YOUR OBJECTIVE:
Produce an exact copy of the lines below, starting at the first and ending with the line containing "content:''; position:absolute; left:50%;".

*** DATASET EXCERPTS ***

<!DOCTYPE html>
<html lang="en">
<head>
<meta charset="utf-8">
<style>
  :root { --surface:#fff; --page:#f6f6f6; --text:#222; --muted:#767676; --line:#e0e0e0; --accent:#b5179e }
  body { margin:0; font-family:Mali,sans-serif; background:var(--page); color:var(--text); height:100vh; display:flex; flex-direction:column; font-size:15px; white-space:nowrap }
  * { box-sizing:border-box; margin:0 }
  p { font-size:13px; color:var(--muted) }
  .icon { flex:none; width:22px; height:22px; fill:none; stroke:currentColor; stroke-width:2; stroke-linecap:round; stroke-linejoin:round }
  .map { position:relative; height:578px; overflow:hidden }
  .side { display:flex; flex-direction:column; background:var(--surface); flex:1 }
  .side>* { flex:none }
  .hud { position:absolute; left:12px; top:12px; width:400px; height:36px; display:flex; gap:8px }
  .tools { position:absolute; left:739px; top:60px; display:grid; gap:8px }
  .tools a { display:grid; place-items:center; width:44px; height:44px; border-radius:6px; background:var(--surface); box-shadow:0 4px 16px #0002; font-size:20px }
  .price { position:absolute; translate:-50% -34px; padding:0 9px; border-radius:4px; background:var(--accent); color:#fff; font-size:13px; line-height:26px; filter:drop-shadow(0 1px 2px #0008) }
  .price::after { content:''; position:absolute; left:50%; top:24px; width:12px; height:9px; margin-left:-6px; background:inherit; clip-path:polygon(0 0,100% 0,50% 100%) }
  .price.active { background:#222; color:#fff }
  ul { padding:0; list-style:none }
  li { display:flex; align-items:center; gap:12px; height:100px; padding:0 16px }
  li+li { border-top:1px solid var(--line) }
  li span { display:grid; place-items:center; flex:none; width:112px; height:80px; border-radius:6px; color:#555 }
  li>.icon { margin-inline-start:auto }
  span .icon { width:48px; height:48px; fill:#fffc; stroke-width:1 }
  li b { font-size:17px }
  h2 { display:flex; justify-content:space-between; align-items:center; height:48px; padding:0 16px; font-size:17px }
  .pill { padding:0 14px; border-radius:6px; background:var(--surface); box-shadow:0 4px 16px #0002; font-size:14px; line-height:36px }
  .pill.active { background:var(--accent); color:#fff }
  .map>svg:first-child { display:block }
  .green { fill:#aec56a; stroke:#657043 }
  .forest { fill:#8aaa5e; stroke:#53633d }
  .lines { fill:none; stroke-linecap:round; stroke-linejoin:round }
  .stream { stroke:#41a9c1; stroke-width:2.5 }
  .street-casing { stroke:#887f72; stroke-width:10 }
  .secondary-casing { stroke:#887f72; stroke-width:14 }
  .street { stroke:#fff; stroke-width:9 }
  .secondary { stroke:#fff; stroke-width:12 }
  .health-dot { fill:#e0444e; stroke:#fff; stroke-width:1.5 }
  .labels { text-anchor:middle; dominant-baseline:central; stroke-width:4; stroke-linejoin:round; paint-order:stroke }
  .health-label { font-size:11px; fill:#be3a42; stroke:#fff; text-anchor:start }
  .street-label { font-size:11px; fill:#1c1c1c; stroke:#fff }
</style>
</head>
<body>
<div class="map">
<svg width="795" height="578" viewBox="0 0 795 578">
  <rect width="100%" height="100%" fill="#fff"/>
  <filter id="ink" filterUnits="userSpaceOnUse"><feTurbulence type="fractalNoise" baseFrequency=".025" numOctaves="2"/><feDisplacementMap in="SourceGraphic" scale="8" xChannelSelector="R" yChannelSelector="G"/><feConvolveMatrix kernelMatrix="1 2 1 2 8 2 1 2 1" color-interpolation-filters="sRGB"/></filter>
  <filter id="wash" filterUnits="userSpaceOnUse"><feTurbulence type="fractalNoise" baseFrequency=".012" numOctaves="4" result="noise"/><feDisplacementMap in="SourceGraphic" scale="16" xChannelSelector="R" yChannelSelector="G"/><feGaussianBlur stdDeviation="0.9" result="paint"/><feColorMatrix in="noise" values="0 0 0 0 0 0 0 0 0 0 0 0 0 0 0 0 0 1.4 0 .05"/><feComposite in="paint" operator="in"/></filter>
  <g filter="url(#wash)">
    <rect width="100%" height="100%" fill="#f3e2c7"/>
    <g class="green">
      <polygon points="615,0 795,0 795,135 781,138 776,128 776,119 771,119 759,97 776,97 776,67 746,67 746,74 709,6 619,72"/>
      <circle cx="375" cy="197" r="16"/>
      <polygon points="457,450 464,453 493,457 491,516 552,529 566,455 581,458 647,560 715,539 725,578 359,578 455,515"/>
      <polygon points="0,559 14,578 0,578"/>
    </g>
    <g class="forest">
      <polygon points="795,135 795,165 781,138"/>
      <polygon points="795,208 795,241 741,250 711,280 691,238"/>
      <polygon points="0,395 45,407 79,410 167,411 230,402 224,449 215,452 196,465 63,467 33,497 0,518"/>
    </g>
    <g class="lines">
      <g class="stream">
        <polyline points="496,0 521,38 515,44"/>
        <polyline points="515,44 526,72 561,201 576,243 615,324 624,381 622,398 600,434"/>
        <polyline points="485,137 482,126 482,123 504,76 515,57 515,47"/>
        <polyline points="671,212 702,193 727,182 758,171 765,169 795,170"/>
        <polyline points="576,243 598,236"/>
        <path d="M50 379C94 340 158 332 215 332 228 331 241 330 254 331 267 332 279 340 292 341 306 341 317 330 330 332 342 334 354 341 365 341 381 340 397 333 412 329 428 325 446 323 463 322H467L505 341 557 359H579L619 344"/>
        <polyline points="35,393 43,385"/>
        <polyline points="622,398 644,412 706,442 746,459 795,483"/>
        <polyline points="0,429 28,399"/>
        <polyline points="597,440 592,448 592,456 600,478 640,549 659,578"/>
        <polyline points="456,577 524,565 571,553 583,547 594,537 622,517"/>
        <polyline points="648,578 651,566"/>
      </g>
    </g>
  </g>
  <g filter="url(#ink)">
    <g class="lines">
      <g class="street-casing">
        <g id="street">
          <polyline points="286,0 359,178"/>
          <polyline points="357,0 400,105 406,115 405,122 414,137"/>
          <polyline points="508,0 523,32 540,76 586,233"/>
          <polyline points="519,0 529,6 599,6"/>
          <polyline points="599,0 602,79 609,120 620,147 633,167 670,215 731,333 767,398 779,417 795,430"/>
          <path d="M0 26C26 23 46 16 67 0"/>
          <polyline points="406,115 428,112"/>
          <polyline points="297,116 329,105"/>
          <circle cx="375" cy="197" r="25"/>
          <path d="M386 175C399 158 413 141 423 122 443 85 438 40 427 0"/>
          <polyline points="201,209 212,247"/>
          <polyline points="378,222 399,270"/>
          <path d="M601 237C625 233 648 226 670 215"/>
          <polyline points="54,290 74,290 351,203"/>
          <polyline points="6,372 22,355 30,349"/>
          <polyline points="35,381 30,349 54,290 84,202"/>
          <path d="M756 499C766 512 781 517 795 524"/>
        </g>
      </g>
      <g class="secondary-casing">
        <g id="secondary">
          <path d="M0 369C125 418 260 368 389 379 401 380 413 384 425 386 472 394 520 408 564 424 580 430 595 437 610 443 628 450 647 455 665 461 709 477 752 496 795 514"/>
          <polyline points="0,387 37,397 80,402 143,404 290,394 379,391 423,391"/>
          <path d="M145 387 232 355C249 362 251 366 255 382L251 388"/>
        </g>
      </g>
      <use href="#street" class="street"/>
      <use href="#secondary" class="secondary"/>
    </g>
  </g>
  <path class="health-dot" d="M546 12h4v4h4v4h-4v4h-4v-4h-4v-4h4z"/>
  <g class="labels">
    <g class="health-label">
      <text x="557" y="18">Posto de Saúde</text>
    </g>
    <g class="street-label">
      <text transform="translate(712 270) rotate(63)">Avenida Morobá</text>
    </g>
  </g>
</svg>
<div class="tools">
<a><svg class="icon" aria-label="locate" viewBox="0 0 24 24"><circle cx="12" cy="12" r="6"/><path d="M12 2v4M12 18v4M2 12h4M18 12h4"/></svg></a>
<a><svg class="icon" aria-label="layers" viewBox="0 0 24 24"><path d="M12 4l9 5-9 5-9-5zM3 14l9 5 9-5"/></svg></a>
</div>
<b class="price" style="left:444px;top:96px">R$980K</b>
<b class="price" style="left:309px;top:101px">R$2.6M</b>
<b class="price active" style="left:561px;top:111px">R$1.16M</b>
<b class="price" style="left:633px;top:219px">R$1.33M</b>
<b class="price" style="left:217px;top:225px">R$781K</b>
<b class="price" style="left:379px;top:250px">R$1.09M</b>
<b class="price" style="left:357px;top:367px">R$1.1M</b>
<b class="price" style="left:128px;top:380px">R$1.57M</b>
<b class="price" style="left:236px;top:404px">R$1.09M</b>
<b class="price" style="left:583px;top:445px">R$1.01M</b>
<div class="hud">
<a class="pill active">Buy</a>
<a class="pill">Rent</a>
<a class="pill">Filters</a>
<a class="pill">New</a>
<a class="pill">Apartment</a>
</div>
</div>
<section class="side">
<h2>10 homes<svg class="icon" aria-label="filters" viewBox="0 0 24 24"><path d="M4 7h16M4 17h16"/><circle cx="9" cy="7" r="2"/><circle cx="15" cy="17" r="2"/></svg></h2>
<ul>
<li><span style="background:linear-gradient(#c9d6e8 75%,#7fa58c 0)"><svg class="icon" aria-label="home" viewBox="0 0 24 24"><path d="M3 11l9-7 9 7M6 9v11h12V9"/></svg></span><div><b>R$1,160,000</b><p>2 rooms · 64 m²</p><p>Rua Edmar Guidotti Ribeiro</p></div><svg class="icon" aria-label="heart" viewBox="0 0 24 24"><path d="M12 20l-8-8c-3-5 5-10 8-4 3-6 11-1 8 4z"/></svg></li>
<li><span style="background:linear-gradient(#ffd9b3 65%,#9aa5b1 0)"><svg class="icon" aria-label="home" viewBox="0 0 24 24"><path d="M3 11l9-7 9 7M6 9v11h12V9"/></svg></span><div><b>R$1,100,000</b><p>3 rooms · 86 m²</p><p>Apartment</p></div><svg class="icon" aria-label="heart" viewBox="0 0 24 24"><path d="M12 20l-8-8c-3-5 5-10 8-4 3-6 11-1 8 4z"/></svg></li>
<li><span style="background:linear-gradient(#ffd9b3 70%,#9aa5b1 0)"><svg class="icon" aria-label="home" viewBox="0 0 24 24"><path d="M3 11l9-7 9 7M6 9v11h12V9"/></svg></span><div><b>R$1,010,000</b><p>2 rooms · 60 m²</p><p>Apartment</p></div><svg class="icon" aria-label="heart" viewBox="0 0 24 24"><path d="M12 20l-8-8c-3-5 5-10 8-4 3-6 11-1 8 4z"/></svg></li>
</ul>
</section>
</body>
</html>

***

ANSWER SPACE:
<!DOCTYPE html>
<html lang="en">
<head>
<meta charset="utf-8">
<style>
  :root { --surface:#fff; --page:#f6f6f6; --text:#222; --muted:#767676; --line:#e0e0e0; --accent:#b5179e }
  body { margin:0; font-family:Mali,sans-serif; background:var(--page); color:var(--text); height:100vh; display:flex; flex-direction:column; font-size:15px; white-space:nowrap }
  * { box-sizing:border-box; margin:0 }
  p { font-size:13px; color:var(--muted) }
  .icon { flex:none; width:22px; height:22px; fill:none; stroke:currentColor; stroke-width:2; stroke-linecap:round; stroke-linejoin:round }
  .map { position:relative; height:578px; overflow:hidden }
  .side { display:flex; flex-direction:column; background:var(--surface); flex:1 }
  .side>* { flex:none }
  .hud { position:absolute; left:12px; top:12px; width:400px; height:36px; display:flex; gap:8px }
  .tools { position:absolute; left:739px; top:60px; display:grid; gap:8px }
  .tools a { display:grid; place-items:center; width:44px; height:44px; border-radius:6px; background:var(--surface); box-shadow:0 4px 16px #0002; font-size:20px }
  .price { position:absolute; translate:-50% -34px; padding:0 9px; border-radius:4px; background:var(--accent); color:#fff; font-size:13px; line-height:26px; filter:drop-shadow(0 1px 2px #0008) }
  .price::after { content:''; position:absolute; left:50%; top:24px; width:12px; height:9px; margin-left:-6px; background:inherit; clip-path:polygon(0 0,100% 0,50% 100%) }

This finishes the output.